━━━━━ Recorded information ━━━━━

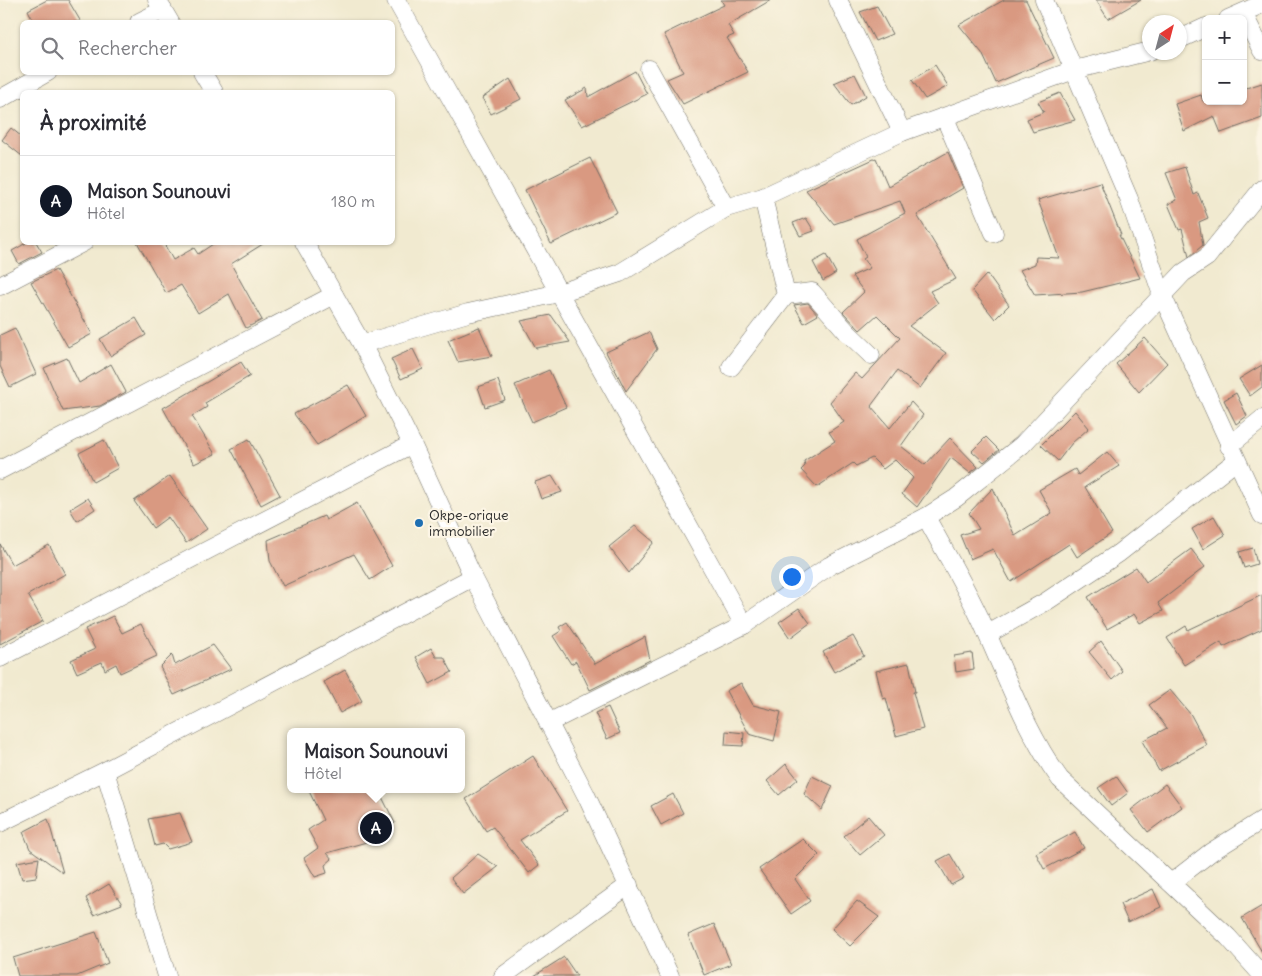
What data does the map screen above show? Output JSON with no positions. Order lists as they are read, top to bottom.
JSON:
{
  "places": ["Okpe-orique immobilier"],
  "north": "top right",
  "page": {
    "map_buttons": ["+", "−"],
    "search": "Rechercher",
    "heading": "À proximité",
    "list": [
      {
        "mark": "A",
        "name": "Maison Sounouvi",
        "note": "Hôtel",
        "value": "180 m"
      }
    ],
    "popup": ["Maison Sounouvi", "Hôtel"],
    "pins": "A"
  }
}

━━━━━

What is needed is every record above, restated word for word, with the pictures left out.

= Exercise response =
What data does the map screen above show? Output JSON with no positions. Order lists as they are read, top to bottom.
JSON:
{
  "places": ["Okpe-orique immobilier"],
  "north": "top right",
  "page": {
    "map_buttons": ["+", "−"],
    "search": "Rechercher",
    "heading": "À proximité",
    "list": [
      {
        "mark": "A",
        "name": "Maison Sounouvi",
        "note": "Hôtel",
        "value": "180 m"
      }
    ],
    "popup": ["Maison Sounouvi", "Hôtel"],
    "pins": "A"
  }
}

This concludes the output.